Hotoro, Nigeria (CNN) -- Residents of three villages in northeastern Nigeria took security into their own hands this week, repelling attacks by Boko Haram insurgents and killing more than 200 of them, residents and officials said.

Hundreds of Boko Haram fighters stormed the villages of Menari, Tsangayari and Garawa in the ethnic Shuwa-dominated Kalabalge District on Tuesday. Boko Haram -- the group responsible for the kidnapping of nearly 300 schoolgirls from the same region -- was met with stiff resistance as locals put up a fierce fight, witnesses said.

A month has passed since the girls were kidnapped, and the Nigerian government has been accused of not acting swiftly or efficiently enough to protect villages in the region threatened by Boko Haram.

In the three villages attacked Tuesday, gunmen arrived in dozens of all-terrain vans, armored tanks and motorcycles, but villagers quickly mobilized and engaged the attackers in a prolonged battle.

"They attacked Menari and killed around 60 people and burned some homes before proceeding to Tsangayari and Garawa villages," resident Algoni Ahunna said.

When news of the attack filtered out, people trooped out from nearby villages carrying arms.

Locals seized an armored tank, three all-terrain vans and 90 motorcycles from the attackers, residents said.

"At Tsangayari and Garawa they met a big surprise as residents engaged them in a fierce battle in which over 200 of the Boko Haram fighters were killed. More than 150 were killed in Tsangayari," Ahunna said.

A lawmaker in Borno state's Parliament confirmed the incident.

"I received information on the gallant action taken by the people in Kalabalge District in which at least 200 Boko Haram gunmen were killed," said the lawmaker, who asked not to be named for security reasons.

A relief worker in the area said he counted more than 100 bodies in Tsangayari alone.

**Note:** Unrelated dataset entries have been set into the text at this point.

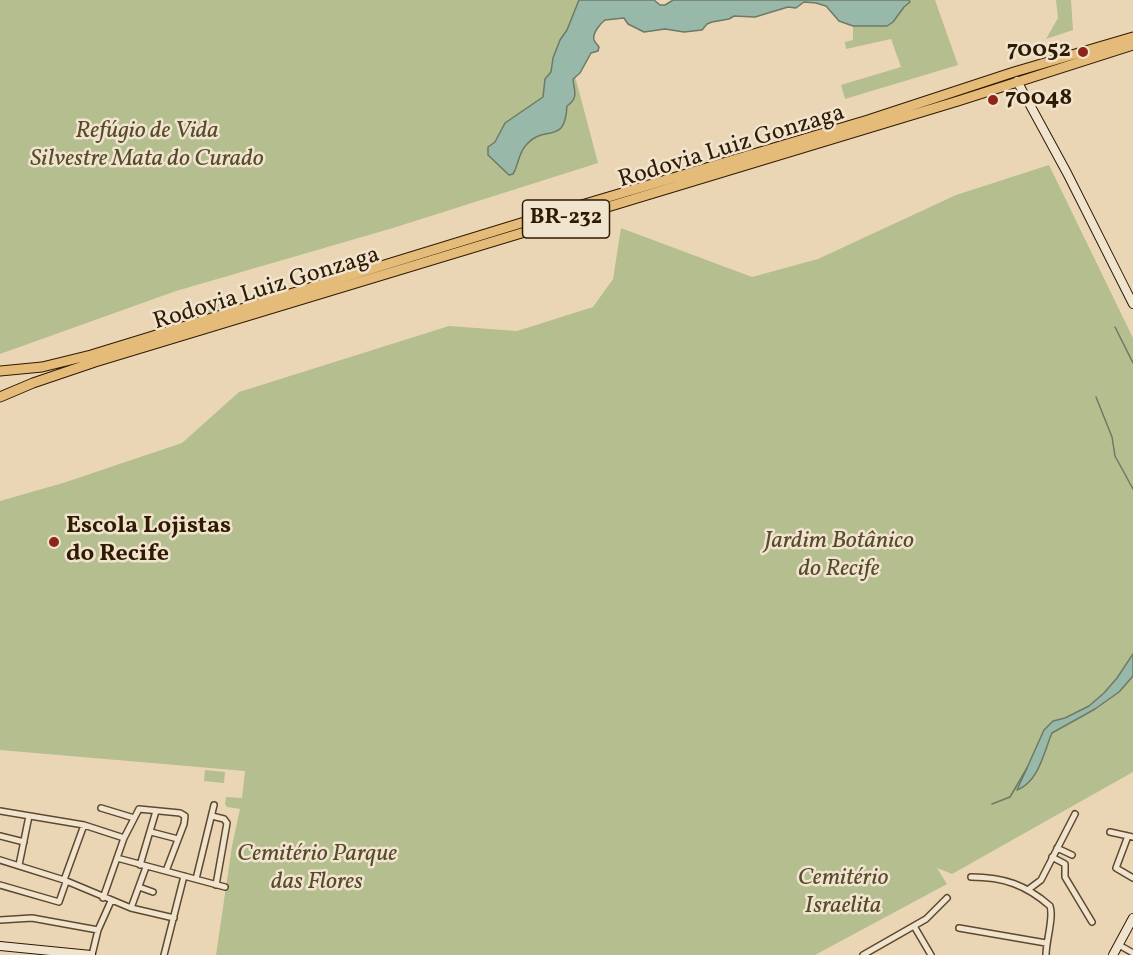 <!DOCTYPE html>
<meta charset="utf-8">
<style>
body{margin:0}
canvas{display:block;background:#ead6b5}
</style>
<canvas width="1133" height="955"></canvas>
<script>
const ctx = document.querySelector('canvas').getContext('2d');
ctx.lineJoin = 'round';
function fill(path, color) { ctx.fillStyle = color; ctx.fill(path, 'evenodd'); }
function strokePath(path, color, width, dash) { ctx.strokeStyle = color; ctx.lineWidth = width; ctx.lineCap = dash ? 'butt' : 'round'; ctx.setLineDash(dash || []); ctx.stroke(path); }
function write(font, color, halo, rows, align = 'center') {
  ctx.font = font + ' Vollkorn,serif'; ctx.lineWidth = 5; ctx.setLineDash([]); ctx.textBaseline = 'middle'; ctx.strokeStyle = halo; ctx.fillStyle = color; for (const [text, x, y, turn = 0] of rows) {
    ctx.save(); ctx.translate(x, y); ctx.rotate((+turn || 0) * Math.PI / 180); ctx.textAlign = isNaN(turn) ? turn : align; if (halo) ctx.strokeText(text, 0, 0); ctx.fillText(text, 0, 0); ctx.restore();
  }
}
fill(new Path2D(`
 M0 0H579C576 9 572 19 568 28 563 41 551 53 552 68L575 76 598 163 393 228 176 291 0 354Z
 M909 0H935L958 65 845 99 841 85 901 67 891 39 846 49 845 42 853 40V26L893 22 904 7 910 2Z
 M1056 0H1071L1073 30 1046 39 1058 18Z
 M1049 165 1133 338V772L952 874 937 868 947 884 815 955H216L232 846 240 809 227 807 225 804 226 797 242 798 245 771 0 750V501L63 483 182 443 239 392 449 326 517 331 593 307 613 279 621 228 752 277 818 259 956 195Z
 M211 301 218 303 223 310 181 324 186 309 197 304Z
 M205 770 225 772 224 783 204 781Z`), '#b5be8f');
const water = new Path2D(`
 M579 0H654L660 5H665L673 0H909L910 2 904 7 893 22 887 26H853L839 21 826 6 816 3 804 2 796 8 788 7 755 17 734 16 729 19 712 22 707 24 702 30 684 32 665 29 644 32 628 24 624 18 605 20C601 23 592 33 594 40 595 43 598 45 599 47L598 51 591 53 580 73 573 79C574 90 579 98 567 106 565 146 545 124 527 144 518 153 519 164 513 174L509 175 488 155V147L495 142 505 123 543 97 545 79 551 72 553 58 560 40 567 30Z
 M1133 654V676L1119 692 1095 709 1052 733C1044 751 1039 782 1017 790L1044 730 1053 721 1065 718 1089 706 1104 693 1117 678Z`);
fill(water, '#98b9a9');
strokePath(water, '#6e7966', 1.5);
strokePath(new Path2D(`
 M1115 327 1133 363
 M1096 397 1112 437 1115 456 1133 489
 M992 804 1010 797 1027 768`), '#6e7966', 1.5);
const minor = new Path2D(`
 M101 808 134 818
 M0 811 84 825 124 838
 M212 816 224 819 227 823 216 885
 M151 832 178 839
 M1110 832 1133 837
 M0 836 24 842
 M1128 836 1116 868 1133 878
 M1057 848 1072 855
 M1052 857 1065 864V877L1092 922
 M117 858 225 887
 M0 860 64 880 131 908 174 918
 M19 865 29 816
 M140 865 156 811
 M971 877C1004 877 1026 885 1050 906 1054 917 1046 941 1046 955
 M196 879 214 805
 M64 880 84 825
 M0 885 59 902 66 882
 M139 887 153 892
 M1029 889 1041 880 1075 814
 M103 898 124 838 139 809 180 813 185 816 184 824 166 871
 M131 908 146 867
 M0 920 32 918 98 930
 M914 926 931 955
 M959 928 1046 943
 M1119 945 1133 953
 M92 955 98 930 111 901
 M164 955 184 876
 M863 955 926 919 947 898`);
const secondary = new Path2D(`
 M1017 81 1067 173 1133 304
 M0 946 91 955
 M1113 955 1133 918`);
const trunk = new Path2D(`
 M0 371 42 367 91 355 531 220 868 120 1014 72 1133 37
 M0 397 33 383 95 362 958 101 1133 45`);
strokePath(minor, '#5e492f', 8);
strokePath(secondary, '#2f1a02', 10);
strokePath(trunk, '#2f1a02', 11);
strokePath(minor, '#f1e4cf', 5);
strokePath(secondary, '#f1e4cf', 8);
strokePath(trunk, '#e5bb7a', 9);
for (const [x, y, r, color] of [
 [1083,52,6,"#8f2418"],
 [993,100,6,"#8f2418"],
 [54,542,6,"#8f2418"]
]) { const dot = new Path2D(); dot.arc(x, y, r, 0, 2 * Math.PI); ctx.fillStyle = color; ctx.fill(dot); strokePath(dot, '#f1e4cf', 2); }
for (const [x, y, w] of [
 [566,219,87]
]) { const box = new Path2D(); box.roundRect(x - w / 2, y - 19, w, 38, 4.5); ctx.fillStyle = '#f1e4cf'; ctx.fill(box); strokePath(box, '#2f1a02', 1.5); }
write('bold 22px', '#2f1a02', null, [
 ["BR-232",566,219]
]);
write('bold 24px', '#2f1a02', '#f1e4cf', [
 ["70052",1071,52,"right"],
 ["70048",1005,100],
 ["Escola Lojistas",66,528],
 ["do Recife",66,556]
], 'left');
write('italic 24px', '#574b2c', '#f1e4cf', [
 ["Refúgio de Vida",147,133],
 ["Silvestre Mata do Curado",147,161],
 ["Jardim Botânico",839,543],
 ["do Recife",839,571],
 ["Cemitério Parque",317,856],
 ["das Flores",317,884],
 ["Cemitério",843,880],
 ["Israelita",843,908]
]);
write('24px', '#2f1a02', '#f1e4cf', [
 ["Rodovia Luiz Gonzaga",732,148,-17],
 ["Rodovia Luiz Gonzaga",267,290,-17]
]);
</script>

"I believe the number of the gunmen killed is up to 250," said the worker, who also asked not to be named for fear of reprisals from Boko Haram.

It was the second defeat Boko Haram has suffered from locals in the area in over a month.

Scores of Boko Haram gunmen were killed by villagers in early April in a foiled raid, residents said.

The director general of the National Orientation Agency, which acts as a communications arm of the government, commended the villagers' actions, but defended the military.

"The vigilante is a common phenomenon in Nigeria -- it is not a new development," Mike Omeri said. "They were able to do what they did because they had prior information that these people were coming to attack them at a particular time in the night and particular time of the day."

Omeri said he did not know how the villagers would have received that key information.

"The military cannot be in every village at the same time -- like I said for emphasis, if the military had not been on the ground sufficiently, perhaps the entire northeast would have been overrun by now. Or the entire country would have been overrun," he said.

Meanwhile, the military was having problems among its ranks after 20 soldiers were killed in two separate ambushes on Wednesday. One of those ambushes happened after troops left Chibok, the village from which the girls were kidnapped.

According to military sources, Nigerian soldiers upset over the deaths of their colleagues opened fire on a convoy carrying a military commander. The commander escaped unhurt, the military sources said.

"Soldiers have been angry with the poor treatment they receive from their superiors in terms of inadequate arms and poor allowances in their combat against Boko Haram," a military source said. "The death of their colleagues was too much for them to bear."

The Nigerian defense spokesman, Maj. Gen. Chris Olukolade, downplayed the incident as "an internal issue that has been sorted out."